EXERCISE REQUIREMENTS: All that is wanted is the lines from the first line of the listing below through the line containing "position:absolute; left:1047px; top:102px;", written out exactly with pictures left out.

================================

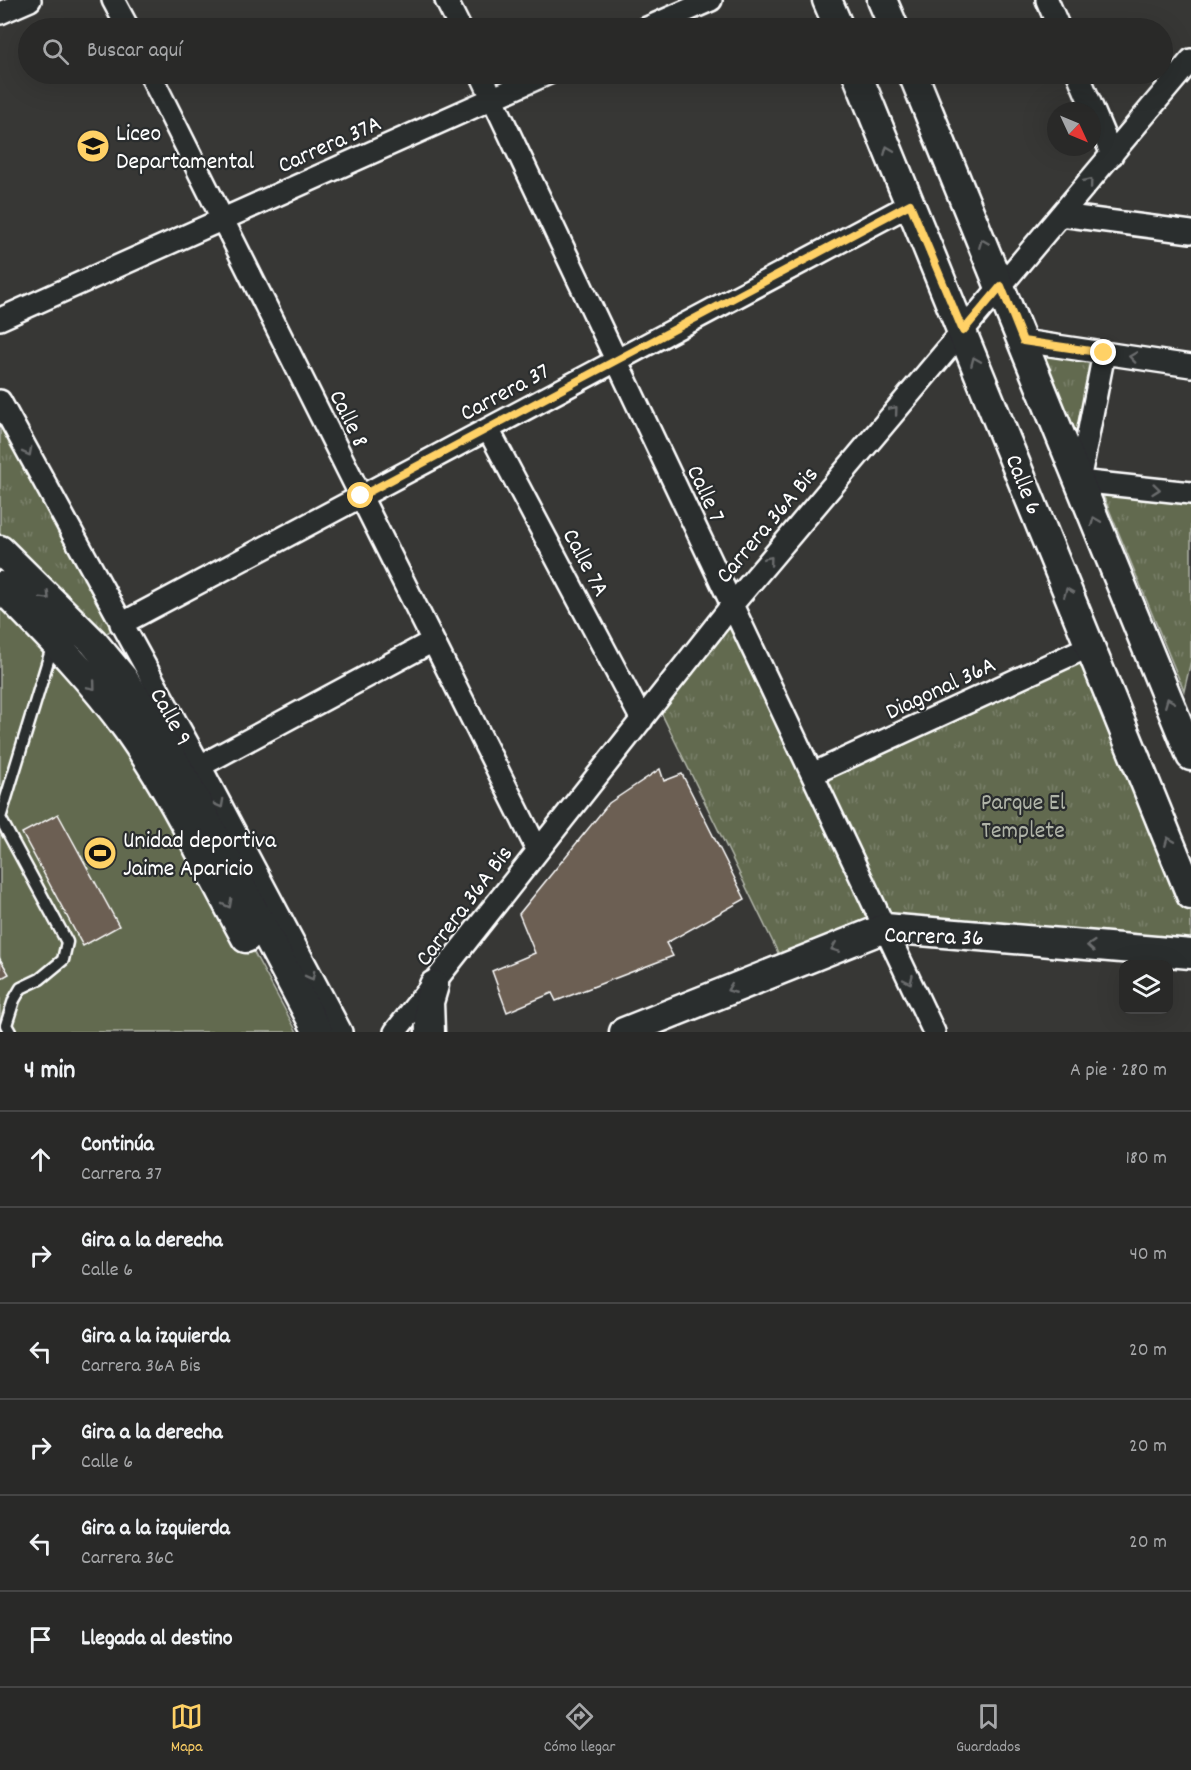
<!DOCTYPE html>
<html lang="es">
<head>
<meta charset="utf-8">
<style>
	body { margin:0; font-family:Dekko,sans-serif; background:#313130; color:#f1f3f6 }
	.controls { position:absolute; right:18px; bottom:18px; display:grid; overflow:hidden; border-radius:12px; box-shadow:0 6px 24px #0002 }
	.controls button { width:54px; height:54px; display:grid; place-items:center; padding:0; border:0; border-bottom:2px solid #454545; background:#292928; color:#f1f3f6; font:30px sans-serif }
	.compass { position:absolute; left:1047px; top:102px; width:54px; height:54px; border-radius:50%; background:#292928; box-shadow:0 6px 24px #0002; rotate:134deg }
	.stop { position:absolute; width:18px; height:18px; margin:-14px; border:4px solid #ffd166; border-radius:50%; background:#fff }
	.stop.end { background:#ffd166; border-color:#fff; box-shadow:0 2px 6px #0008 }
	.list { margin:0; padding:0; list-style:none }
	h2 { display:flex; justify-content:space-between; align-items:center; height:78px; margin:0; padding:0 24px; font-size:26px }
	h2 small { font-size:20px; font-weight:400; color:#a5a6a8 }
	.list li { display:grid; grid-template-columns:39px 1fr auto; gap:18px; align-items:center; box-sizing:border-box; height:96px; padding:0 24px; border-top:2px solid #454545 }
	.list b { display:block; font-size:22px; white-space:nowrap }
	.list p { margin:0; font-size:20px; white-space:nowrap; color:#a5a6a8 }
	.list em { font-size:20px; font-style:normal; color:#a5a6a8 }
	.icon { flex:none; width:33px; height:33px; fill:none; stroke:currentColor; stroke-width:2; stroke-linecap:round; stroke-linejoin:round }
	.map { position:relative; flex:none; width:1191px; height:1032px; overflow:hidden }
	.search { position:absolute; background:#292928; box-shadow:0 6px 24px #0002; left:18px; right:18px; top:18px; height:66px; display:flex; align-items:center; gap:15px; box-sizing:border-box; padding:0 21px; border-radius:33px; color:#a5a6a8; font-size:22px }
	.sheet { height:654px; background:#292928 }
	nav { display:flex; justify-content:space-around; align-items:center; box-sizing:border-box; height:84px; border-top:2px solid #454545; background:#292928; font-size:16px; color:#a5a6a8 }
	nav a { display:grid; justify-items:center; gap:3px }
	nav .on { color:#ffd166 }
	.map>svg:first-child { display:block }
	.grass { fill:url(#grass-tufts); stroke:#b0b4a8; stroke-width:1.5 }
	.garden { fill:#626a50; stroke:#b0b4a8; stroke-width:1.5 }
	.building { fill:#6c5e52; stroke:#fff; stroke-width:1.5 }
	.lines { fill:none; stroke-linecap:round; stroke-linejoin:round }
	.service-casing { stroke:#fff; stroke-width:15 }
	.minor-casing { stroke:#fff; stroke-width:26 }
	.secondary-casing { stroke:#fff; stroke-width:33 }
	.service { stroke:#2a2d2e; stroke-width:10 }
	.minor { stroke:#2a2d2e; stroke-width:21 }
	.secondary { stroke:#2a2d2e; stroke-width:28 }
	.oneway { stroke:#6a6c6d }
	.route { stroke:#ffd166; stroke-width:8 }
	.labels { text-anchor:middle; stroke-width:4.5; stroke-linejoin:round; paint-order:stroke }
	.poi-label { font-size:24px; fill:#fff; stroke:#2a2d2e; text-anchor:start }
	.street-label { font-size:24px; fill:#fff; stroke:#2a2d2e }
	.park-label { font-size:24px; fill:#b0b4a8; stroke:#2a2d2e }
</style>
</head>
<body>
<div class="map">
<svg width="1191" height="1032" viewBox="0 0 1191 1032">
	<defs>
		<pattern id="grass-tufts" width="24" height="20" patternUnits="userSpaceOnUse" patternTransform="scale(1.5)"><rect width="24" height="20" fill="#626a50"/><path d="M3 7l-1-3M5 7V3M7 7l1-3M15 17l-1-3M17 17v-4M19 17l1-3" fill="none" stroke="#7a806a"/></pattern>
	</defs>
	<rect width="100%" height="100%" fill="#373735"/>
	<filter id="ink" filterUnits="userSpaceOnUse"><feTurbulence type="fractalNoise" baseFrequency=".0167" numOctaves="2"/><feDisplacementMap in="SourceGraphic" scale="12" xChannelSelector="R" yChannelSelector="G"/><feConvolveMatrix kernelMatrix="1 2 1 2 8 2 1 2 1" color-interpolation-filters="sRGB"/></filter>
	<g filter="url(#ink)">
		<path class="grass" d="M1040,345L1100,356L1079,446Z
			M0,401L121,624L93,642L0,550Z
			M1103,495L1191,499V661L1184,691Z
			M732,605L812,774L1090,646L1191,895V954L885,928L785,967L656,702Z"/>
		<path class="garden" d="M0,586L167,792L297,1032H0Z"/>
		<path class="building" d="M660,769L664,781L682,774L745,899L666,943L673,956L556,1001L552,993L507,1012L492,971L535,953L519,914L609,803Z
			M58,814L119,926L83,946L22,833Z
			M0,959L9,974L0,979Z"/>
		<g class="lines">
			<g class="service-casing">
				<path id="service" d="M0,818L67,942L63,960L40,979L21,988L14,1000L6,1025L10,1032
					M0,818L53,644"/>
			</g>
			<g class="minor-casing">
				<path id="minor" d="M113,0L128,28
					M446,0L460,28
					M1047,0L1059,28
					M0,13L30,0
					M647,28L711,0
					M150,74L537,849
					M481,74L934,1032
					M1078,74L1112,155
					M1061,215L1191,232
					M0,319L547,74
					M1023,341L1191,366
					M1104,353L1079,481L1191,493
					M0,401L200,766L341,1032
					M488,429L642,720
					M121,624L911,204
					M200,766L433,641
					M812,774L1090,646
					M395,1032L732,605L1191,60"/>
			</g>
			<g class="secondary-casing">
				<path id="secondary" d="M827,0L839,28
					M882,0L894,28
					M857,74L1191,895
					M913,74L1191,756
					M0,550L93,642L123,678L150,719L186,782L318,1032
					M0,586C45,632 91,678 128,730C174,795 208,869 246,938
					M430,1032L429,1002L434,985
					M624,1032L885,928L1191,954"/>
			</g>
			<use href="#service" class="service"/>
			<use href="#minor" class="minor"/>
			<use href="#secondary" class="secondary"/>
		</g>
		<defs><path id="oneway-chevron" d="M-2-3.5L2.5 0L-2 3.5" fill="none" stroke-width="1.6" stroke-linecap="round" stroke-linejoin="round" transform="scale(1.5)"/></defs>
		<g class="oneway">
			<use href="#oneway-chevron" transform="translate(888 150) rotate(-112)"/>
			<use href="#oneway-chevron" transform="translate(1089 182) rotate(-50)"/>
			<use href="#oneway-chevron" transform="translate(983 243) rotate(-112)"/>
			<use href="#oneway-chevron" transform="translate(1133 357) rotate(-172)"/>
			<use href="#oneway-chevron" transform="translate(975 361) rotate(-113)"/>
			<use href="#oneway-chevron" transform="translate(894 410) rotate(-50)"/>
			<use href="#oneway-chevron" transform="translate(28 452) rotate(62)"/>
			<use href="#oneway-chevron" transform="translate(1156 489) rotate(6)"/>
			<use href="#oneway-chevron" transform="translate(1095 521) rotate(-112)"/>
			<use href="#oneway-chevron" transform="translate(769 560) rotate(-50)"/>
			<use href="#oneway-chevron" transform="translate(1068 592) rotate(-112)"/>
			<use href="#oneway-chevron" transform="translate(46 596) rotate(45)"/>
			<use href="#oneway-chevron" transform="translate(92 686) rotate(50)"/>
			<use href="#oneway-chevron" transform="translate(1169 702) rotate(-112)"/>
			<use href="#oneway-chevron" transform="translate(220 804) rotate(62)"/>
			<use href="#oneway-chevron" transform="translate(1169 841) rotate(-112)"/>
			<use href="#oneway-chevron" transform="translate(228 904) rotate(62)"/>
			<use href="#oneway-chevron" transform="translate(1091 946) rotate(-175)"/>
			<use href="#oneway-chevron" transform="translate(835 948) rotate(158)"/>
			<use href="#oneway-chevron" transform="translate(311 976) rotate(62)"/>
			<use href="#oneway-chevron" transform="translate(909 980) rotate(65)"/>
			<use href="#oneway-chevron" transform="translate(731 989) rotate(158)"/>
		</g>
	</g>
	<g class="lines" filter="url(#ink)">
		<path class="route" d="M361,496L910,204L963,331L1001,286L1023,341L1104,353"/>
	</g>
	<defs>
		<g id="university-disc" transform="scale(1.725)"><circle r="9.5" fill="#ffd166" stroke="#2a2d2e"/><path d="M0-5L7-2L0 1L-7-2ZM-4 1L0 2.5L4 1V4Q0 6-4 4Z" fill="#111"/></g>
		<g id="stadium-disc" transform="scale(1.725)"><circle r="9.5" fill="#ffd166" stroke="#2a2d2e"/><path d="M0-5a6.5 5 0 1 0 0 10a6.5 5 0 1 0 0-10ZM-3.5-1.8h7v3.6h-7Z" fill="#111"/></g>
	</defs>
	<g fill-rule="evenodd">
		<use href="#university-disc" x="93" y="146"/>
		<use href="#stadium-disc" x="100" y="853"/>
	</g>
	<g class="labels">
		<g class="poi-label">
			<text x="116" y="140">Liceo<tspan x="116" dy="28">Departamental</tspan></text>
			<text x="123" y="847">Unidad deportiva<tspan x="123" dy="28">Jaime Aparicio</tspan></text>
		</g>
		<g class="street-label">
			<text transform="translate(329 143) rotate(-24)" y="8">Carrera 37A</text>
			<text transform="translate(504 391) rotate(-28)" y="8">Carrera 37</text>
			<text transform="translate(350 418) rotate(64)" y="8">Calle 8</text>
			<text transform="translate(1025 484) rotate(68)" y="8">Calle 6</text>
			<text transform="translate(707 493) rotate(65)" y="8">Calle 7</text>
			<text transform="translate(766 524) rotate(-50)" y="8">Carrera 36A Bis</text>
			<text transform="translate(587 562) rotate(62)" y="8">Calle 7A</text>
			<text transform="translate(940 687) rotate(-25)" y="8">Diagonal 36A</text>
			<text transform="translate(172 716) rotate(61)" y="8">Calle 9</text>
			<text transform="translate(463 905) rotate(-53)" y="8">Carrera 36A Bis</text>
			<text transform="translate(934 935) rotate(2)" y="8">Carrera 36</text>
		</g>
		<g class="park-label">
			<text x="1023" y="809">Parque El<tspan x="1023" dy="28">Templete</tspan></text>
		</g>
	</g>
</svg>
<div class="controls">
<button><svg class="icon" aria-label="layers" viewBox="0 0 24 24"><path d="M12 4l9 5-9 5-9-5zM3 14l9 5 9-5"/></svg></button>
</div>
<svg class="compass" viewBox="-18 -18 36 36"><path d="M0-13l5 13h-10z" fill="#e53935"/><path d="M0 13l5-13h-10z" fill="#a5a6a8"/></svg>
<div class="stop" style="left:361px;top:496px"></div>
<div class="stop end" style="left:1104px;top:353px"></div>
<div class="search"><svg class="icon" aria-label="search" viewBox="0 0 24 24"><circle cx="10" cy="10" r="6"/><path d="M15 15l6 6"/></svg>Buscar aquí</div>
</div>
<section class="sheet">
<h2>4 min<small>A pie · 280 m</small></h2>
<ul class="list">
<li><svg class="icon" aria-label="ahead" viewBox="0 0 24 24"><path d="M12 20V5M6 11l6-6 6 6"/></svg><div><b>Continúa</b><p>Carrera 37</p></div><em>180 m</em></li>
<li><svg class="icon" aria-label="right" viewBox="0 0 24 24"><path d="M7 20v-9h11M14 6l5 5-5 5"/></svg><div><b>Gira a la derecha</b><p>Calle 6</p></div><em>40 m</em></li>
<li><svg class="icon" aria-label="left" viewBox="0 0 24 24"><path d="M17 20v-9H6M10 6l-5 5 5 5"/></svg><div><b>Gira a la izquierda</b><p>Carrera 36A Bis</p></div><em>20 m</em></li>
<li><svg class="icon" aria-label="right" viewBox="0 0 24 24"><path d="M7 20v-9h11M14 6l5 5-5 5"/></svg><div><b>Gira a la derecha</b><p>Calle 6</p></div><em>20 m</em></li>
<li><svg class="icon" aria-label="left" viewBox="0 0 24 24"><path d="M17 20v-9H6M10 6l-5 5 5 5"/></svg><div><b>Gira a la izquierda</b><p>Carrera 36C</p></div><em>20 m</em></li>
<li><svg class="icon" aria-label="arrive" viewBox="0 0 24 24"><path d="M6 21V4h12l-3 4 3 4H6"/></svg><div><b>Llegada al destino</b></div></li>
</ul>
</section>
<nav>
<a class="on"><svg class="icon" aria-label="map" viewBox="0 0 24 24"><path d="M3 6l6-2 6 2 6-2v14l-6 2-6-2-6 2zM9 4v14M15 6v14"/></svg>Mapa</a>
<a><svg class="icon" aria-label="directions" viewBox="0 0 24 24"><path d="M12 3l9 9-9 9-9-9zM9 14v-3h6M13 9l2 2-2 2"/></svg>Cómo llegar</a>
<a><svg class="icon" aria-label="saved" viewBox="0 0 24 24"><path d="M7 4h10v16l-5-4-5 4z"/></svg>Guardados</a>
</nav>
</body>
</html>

================================

SOLUTION TO THIS TASK:
<!DOCTYPE html>
<html lang="es">
<head>
<meta charset="utf-8">
<style>
	body { margin:0; font-family:Dekko,sans-serif; background:#313130; color:#f1f3f6 }
	.controls { position:absolute; right:18px; bottom:18px; display:grid; overflow:hidden; border-radius:12px; box-shadow:0 6px 24px #0002 }
	.controls button { width:54px; height:54px; display:grid; place-items:center; padding:0; border:0; border-bottom:2px solid #454545; background:#292928; color:#f1f3f6; font:30px sans-serif }
	.compass { position:absolute; left:1047px; top:102px; width:54px; height:54px; border-radius:50%; background:#292928; box-shadow:0 6px 24px #0002; rotate:134deg }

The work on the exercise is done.